A research psychiatrist at Harvard Medical School has taken up the cudgels in defense of an exquisitely beautiful species of marine life, the South Pacific cone snail.
But beyond aesthetics, a Harvard press release observed, "This particular group of organisms may contain more medicines for treating human diseases and sufferings than any other group of creatures in the world." And yet, it added that cone snails are multiply endangered, which is the point of a brief item in Science, dated Oct. 16, 2003. It's titled simply "The threat to cone snails." The two-column's senior author is Harvard's Eric Chivian. He also directs the Center for Health and the Global Environment at Harvard.
The paper and accompanying press release suggest that what we are losing in nature as species become extinct and ecosystems disrupted has incredible value for human beings. In looking at the health impact of global environmental damage, it expresses the hope that "people will recognize the cost of their own behavior."
Cone snails are a group of predatory organisms numbering some 500 different species inhabiting coral reefs, mostly in the South Pacific. Cone snails capture their prey - worms, fish and other mollusks - by firing a harpoon at their target animals. The harpoon is coated with a mixture of poisonous chemicals. Each cone snail is thought to secrete as many as 50 to 100 different toxins, every one of which differs from the toxins made by other snails. So with these 500 species, they may total as many as 50,000 different toxic chemicals.
500 Times 100 = 50,000 Cone Snail Toxins
Scientists have studied only about 100 of these 50,000, so 0.2 percent of that 50,000 total means that there is a large number of potentially important medicines that have not yet been analyzed in the laboratory or tested in clinical trials. Some of those that have been are in fairly late human testing. They are showing the enormous variety of potential medicines that these snails may harbor. They include a painkiller - an analgesic - that is soon to be on the market in Europe. It's being applied for licensing.
It's a painkiller that's 1,000 times more potent than morphine, but does not seem to cause addiction or tolerance. Another compound derived from these cone snail toxins may now be in early clinical trials for epilepsy that cannot be treated by any other means. Then, other researchers are examining cone snail medicines for diagnosing and treating a kind of lung cancer, called small-cell pulmonary carcinoma.

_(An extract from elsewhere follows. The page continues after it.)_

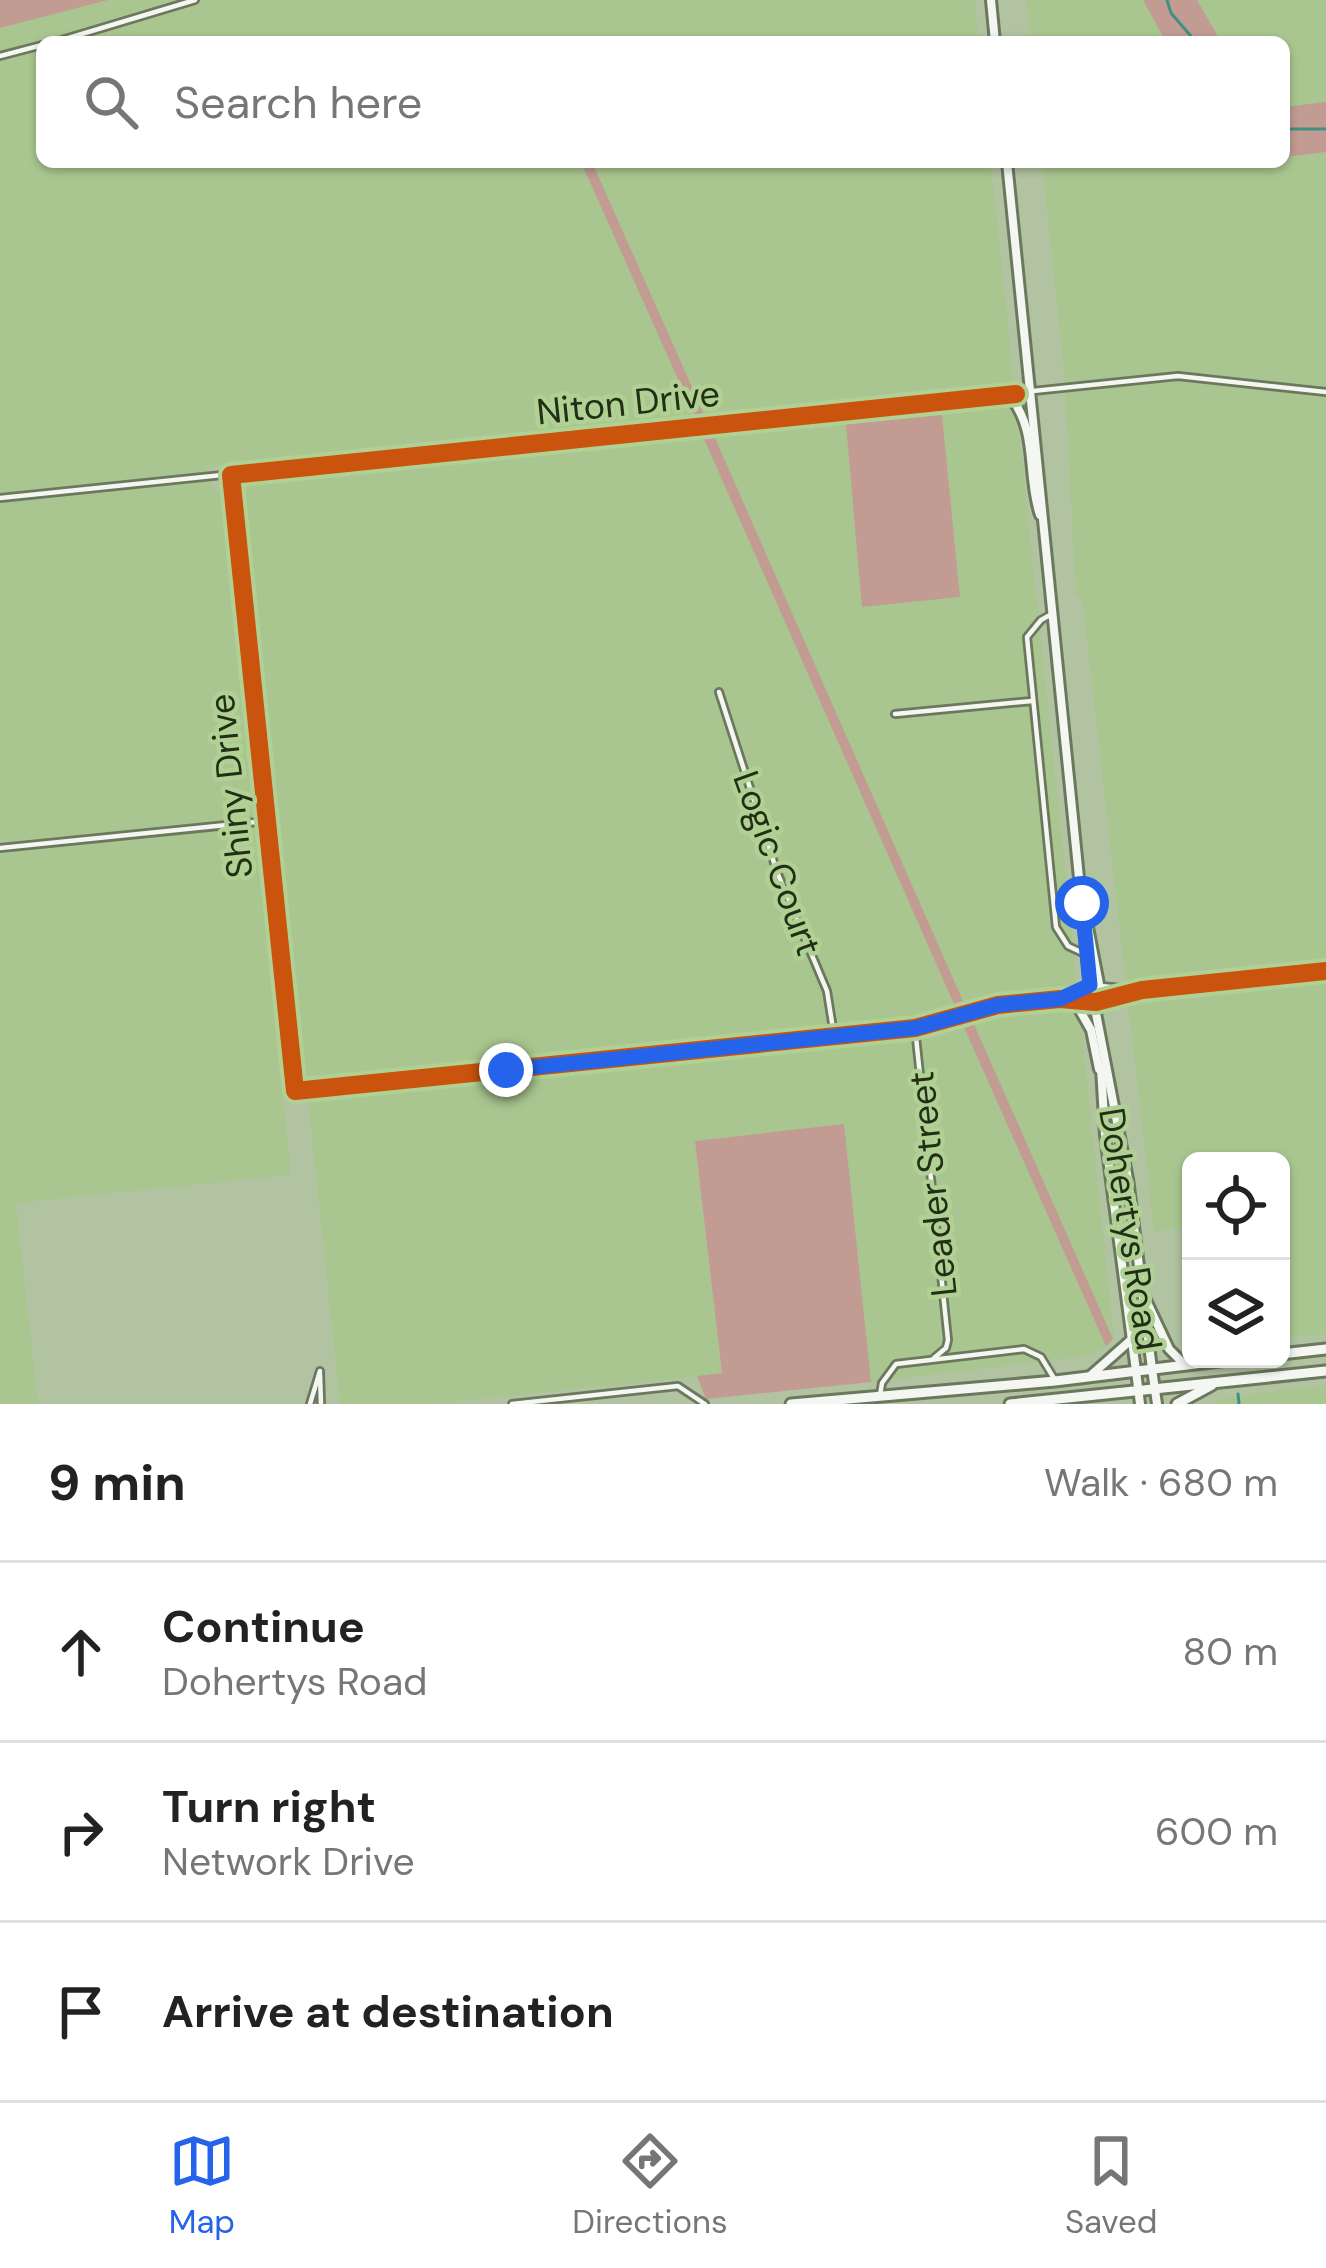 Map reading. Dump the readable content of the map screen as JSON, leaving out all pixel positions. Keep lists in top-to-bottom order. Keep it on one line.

Not all of these endangered species are undergoing clinical trials outside the U.S. Cognetix Inc., of Salt Lake City, is working on drugs using the conopeptide family, found in cone snail venom. Elan Corp plc, of Dublin, Ireland, is working with a painkiller called Prialt that it acquired when it bought Neurex, which developed the drug. Over 2,600 papers have been published concerning cone snail toxin in the past 20 years. They represent an enormous amount of biomedical research going on about these snails.
Chivian's paper and press release recited the wide range of man-made dangers that menaces these hard-shell animals. It urges "serious steps to reduce greenhouse gases and mitigate climate change, especially global warming." That's certainly the major aim. A quarter or so of the reefs around the world are either dead or severely damaged, mainly secondary to global warming. Therefore, the organisms that live in the reefs, including cone snails, are also endangered.
Cone Snails Face Human Need And Greed
Cone snails also are threatened by over collection. They are being harvested because their shells are exquisitely beautiful and sellable worldwide. Besides, biomedical researchers are collecting them now avidly. So there needs to be some regulation in controlling and monitoring this increasing loss. There are no records about the trade in cone snails. They should be tracked under the Convention on International Trade in Endangered Species.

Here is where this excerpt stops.